Frank, Don and I played together jamming quite a bit for a while.
Then Frank started playing with Dave Donnelly back in the mid-1970s
and sooner or later we all played with Dave.



Don Christiano (now the shaved-bald guy in the back center with sunglasses)
is with HUNU? (who knew?) playing a bit more alternate mix
of the same with refugees from the late lamented Colorblind James Experience.
After he and I spent some time writing songs together in the mid-1990s,
he began getting gigs playing guitar and bass
behind all these 'hot' chick singers in town
(Maria Gillard, Lisa Bigwood and Tammy Brackett...more on them next time, I promise).
Don's got a style all his own.
He's the kind of guitar player who hasn't got a clue
what he's going to play until he 's in the middle of doing it.
Yeah, sometimes, he'll make a wrong turn, but not too often.
Most of the time he plays something that just makes you beam
or weep it's so beautiful.
I miss having him play behind me and always look forward to
the Annual Bob Dylan Birthday Party that Hunu hosts
(carrying on a 21+ year tradition started
by the Colorblind James Experience and
carried on by the surviving members that are in Hunu).
It happens in May and I get to be the MC and sing a tune myself.
I've even chosen which one it will be already this year (I'll tell you later.)
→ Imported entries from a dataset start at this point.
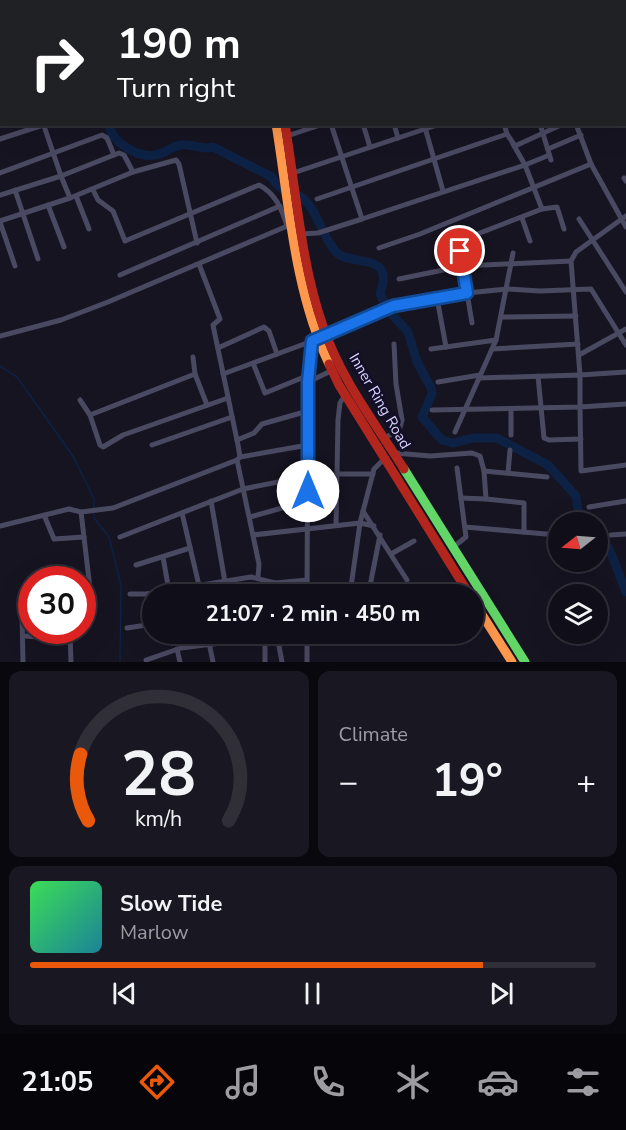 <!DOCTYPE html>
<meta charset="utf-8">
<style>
body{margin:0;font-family:"Nunito Sans",sans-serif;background:#191822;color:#f1f3f6;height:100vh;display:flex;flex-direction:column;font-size:22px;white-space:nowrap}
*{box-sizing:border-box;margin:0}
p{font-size:20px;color:#9c9ca2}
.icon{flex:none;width:33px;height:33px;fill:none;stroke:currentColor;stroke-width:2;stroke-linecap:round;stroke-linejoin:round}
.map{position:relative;height:662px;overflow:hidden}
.drawer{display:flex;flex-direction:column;gap:9px;padding:9px;background:#09080e;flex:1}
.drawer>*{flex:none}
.hud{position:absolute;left:0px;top:0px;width:627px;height:126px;box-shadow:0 6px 24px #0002,0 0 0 2px #302f38;background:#202124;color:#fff;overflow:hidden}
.needle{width:39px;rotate:253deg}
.fabs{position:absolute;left:548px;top:512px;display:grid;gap:12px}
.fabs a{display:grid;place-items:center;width:60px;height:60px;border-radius:50%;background:#100f19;box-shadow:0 6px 24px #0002,0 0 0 2px #302f38;font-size:30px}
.speed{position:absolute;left:18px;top:566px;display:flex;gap:12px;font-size:30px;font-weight:700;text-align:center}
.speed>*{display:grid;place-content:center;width:78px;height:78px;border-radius:50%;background:#100f19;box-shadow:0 6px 24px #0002,0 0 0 2px #302f38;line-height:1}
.speed .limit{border:9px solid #d22;background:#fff;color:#111}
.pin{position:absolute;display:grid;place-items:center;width:51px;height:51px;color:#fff;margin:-26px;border:3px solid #fff;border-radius:50%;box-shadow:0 2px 6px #0007}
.me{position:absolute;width:66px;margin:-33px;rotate:0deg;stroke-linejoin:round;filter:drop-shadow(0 0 4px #0008)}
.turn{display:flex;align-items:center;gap:21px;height:126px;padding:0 18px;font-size:27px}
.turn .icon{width:78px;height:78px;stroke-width:2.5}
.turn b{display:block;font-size:42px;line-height:51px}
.big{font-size:45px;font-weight:700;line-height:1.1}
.drawer .tile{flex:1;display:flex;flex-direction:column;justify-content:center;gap:9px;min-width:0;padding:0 21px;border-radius:12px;background:#191822}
.drawer .dial{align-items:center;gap:0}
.dial svg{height:156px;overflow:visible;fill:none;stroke:#302f38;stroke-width:7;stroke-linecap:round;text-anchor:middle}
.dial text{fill:#f1f3f6;stroke:none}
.song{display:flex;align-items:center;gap:18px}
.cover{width:72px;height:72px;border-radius:9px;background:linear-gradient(135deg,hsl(130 70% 55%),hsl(190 70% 35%))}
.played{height:6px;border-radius:3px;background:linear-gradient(90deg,#ea580c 80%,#302f38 80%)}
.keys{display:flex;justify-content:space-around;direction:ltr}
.heat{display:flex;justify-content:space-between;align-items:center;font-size:33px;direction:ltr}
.drawer .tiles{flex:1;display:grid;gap:9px;grid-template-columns:1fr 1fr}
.tile:last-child{grid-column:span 2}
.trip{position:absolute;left:142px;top:584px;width:342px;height:60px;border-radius:30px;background:#100f19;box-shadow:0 6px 24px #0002,0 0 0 2px #302f38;font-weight:700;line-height:60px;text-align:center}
.dock{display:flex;height:96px;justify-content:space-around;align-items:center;background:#06060a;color:#9c9ca2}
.dock .icon{width:42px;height:42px}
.dock .active{color:#ea580c}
.dock b{font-size:27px;color:#f1f3f6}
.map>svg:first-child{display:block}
</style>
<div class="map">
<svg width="626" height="662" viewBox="0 0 626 662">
<rect width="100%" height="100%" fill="#161421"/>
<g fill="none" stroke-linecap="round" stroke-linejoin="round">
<g stroke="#0d2144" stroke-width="1.5">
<polyline points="0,366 17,377 73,456 94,499 94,509"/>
<polyline points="94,514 94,518 109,537 121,585 120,662"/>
</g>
<g stroke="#0d2144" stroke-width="9">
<polyline points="41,0 44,2"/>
<path d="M109,124C111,142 137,158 155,155C165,154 172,146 181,145C193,143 201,151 213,147L272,177C281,195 293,189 305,200C319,214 323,238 336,252C350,267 396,251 380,293L386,308L408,332L417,362L431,388L432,394L422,417L442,440L453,443L473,438H497L548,465L576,496L580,522"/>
<polyline points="597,539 609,548 626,592"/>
</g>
<g stroke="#4a4962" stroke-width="5">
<polyline points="80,0 80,2"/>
<polyline points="113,0 114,2"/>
<polyline points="146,0 147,2"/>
<polyline points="317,0 317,2"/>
<polyline points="342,0 343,2"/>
<polyline points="378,0 379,2"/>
<polyline points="414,0 415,2"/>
<polyline points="454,0 455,2"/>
<polyline points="493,0 493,2"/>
<polyline points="532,0 532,2"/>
<polyline points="593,0 594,2"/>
<polyline points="203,2 208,0"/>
<polyline points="329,2 332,0"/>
<polyline points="437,2 441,0"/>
<polyline points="576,2 580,0"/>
<polyline points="626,52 626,51"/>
<polyline points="0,86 2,86"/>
<polyline points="0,111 2,110"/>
<polyline points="626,123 626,124"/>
<polyline points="50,124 44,126 61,176 119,153 124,155 133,172 176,160 179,164 197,243"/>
<polyline points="363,124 370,147"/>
<polyline points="394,124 398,138"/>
<polyline points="424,124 443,191"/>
<polyline points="504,124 507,134"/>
<polyline points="540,124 551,160"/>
<polyline points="314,127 323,124"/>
<polyline points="287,136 314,127 314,124"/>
<polyline points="0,139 43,125"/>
<polyline points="513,144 525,165 547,156"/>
<polyline points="548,149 581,135"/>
<polyline points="591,164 626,227"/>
<polyline points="0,173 102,135 107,138 114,155"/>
<polyline points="293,173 440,124"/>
<polyline points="624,178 626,181"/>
<polyline points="15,190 38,259"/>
<path d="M93,190L98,200L113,211L125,241L259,185C275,193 282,209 287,226"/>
<polyline points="0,195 61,176 70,198 133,172"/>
<polyline points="76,196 89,229"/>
<polyline points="317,199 507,134 515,146 563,124"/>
<polyline points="48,205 64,247"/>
<polyline points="542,209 557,207 564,229"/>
<polyline points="626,216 576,252 571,261 580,375 626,372"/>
<polyline points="522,218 530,241"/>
<polyline points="362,219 525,165 542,209 467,238"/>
<polyline points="579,219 626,292"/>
<polyline points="0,221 70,198"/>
<polyline points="0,222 15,266"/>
<polyline points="301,234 318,233 362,219 331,124"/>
<polyline points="379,248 420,234 591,164 576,124"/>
<polyline points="199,264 220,319 213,325 238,445 240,457 237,460 259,564 258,577"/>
<polyline points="120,275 280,206"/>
<polyline points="399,279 463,266 571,261"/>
<polyline points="502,317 576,316"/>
<polyline points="472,323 467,293 507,289 540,291 591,289 626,345"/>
<polyline points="325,334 393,306 437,298"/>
<polyline points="0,336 61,320 108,302 292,224"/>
<polyline points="446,347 437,298 467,293 460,251"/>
<polyline points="218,348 264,327 269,331 277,354"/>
<polyline points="431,349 496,340"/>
<polyline points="492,349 578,344"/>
<polyline points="579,355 626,329"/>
<polyline points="193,357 195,374"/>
<polyline points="253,363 265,393 309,375"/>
<polyline points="223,374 315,340"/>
<polyline points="538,376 544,438 549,440 581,439"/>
<polyline points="308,382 331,371"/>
<polyline points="438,382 480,375"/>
<polyline points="80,400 90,415 195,374 207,405"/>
<polyline points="626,404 580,407 581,471 626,465"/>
<polyline points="432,410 580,407 580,375 479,378"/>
<polyline points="90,415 100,445 103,447 123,435 228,398"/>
<polyline points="455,432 496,340 513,253"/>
<polyline points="511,435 511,409"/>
<polyline points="383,438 399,431 402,420 396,384 394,344"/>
<polyline points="237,440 254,433 262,424 308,411"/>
<polyline points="152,445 232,417"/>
<polyline points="395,453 430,456 472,453 480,456 484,471 486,499 524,503 524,532"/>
<polyline points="240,457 308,445"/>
<polyline points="484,471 547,477"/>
<polyline points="508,473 510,450"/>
<polyline points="338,474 373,474"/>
<polyline points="461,498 486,499"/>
<polyline points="211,501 225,582"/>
<polyline points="589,507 626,501"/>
<polyline points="363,511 407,580"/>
<polyline points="81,512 92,605 90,610 82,610"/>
<polyline points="182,513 201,594"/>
<polyline points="44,515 54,539 84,537"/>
<polyline points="250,517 282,508 308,506"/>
<polyline points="336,525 338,420 340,403 345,395"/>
<polyline points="0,526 69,509 81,512 113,508 237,460"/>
<polyline points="465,527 558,535"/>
<polyline points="253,535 360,523 374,469 386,457"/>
<polyline points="611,535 626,534"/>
<polyline points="120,537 243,489 308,476"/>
<polyline points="452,548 466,537 457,468"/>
<polyline points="391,554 414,541"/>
<polyline points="163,557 169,591"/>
<polyline points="136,565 190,548"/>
<polyline points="370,586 380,535"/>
<polyline points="130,594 146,594 251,577 275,583 307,580"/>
<polyline points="274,594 275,583"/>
<polyline points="307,594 308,382 312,341"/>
<polyline points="350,594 360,523 374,526"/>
<polyline points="127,628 153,624"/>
<polyline points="70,630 71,662"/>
<polyline points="207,633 213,662"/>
<polyline points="307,633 307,662"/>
<polyline points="277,635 282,662"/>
<polyline points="24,636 70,639"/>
<polyline points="265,640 265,662"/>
<polyline points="177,649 180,662"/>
<polyline points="146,660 181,648 259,638 265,640 277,636"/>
<polyline points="23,662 22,614 23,611 32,610"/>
</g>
<polyline stroke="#63d668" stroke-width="9" points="404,469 525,662"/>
<g stroke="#ff974d" stroke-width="9">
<polyline points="259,0 259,2"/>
<polyline points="270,0 270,2"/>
<path d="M276,124C289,203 294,291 329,364"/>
<polyline points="474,602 512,662"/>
</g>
<g stroke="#b3261e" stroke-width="9">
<path d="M285,124C296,189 301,264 323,326C340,378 375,423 404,469"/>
<polyline points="329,364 339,385 469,594"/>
</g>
</g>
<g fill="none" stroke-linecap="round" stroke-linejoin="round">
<g stroke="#114b97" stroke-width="15">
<polyline id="route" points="308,491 308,382 312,341 393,306 467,293 460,251"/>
</g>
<use href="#route" stroke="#1a73e8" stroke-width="10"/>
</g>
<g text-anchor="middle" stroke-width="6" stroke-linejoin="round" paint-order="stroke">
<g font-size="15" fill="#d9d4ff" stroke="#130f26">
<text transform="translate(380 401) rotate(60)" y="5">Inner Ring Road</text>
</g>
</g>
</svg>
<div class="fabs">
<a><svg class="needle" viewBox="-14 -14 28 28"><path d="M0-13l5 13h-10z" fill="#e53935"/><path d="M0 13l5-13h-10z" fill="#9c9ca2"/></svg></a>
<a><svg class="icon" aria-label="layers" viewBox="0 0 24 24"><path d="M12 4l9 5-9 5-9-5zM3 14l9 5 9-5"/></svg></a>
</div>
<div class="speed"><div class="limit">30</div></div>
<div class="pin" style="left:460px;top:251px;background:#d93025"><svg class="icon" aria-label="arrive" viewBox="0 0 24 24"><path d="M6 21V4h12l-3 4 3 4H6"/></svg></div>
<svg class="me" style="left:308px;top:491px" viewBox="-20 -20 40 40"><circle r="19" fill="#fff"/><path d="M0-13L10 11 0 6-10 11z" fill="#1a73e8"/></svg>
<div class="trip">21:07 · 2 min · 450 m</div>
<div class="hud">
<div class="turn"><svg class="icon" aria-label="right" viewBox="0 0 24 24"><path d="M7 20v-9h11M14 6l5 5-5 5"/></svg><div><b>190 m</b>Turn right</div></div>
</div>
</div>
<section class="drawer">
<div class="tiles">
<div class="tile dial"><svg viewBox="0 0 100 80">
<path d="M14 69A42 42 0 1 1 86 69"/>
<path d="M14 69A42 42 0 0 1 10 35" stroke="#ea580c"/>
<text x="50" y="56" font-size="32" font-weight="700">28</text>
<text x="50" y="72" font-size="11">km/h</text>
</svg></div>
<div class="tile"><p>Climate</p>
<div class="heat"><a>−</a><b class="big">19°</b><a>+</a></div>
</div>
<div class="tile">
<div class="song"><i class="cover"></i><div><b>Slow Tide</b><p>Marlow</p></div></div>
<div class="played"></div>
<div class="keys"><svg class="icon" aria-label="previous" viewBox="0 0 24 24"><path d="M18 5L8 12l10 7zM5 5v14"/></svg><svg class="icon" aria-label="pause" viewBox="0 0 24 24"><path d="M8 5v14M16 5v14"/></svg><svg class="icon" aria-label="next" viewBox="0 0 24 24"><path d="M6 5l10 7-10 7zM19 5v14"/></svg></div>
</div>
</div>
</section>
<nav class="dock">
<b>21:05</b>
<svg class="icon active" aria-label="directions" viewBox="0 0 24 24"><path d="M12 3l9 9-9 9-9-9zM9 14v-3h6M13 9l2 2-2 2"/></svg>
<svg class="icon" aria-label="music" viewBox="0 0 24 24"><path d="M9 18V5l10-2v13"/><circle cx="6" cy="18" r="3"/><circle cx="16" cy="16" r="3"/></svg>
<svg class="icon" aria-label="phone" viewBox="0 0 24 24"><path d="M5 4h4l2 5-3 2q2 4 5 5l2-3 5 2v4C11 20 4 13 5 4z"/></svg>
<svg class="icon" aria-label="climate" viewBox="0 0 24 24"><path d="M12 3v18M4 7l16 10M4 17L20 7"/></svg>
<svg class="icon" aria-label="car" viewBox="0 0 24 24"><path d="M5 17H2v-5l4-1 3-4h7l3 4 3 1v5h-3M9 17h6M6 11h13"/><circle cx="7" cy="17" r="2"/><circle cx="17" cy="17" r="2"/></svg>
<svg class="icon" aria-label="filters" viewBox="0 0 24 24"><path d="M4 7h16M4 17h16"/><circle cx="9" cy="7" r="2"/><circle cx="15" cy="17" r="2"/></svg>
</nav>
We've all benefitted from our association with The Dady Brothers,
arguably the most sucessful Rochester area acoustic musicians.
They specialize primarily in doing the Celtic (read Irish) thing,
but their musical interests are SOOOO much wider and deeper than that
(Beatles, Dylan & The Band, Country, Blues, Folk and so on).
For years they ran an open mike that I frequented that was THE place
in town to be seen and heard if you were a singer-songwriter or a hot instrumentalist.
I spent a bunch of years playing with these guys and
watching them empower everybody who hit their stage
at the many clubs they hosted in oh so many bars.
Jeff & Jed are doing the best they can to recreate
the same kind of fertile musical playground the Dadys did.


Among the other regulars is my buddy, Steve Piper,
who (along with Riales) lets me crash at his place whenever
I come up from Naples (an hour away down South of Rochester)
to play at the open mike.
He's about as crazy as they come and talented to boot.
He and his wife Julie run a video business doing weddings and
Steve also shoots pictures of a lot of us for CD covers these days (Curran, Dadys).
He's in to a lot of the same music as the rest of us and
holds a special place in my heart because he likes the Marx Brothers, too.
I feed him CDs of Groucho, Homer & Jethro and
other weird and obscure artists that I find.
Steve has done time with the Dady Brothers when John broke a finger and
when not playing as a solo, a duo with Maggie Herman,
as part of the local singer-songwriter super-group The Crandels
is currently occupying the lead guitar chair of Watkins & The Rapiers,
another local act of note. A busy guy, for sure.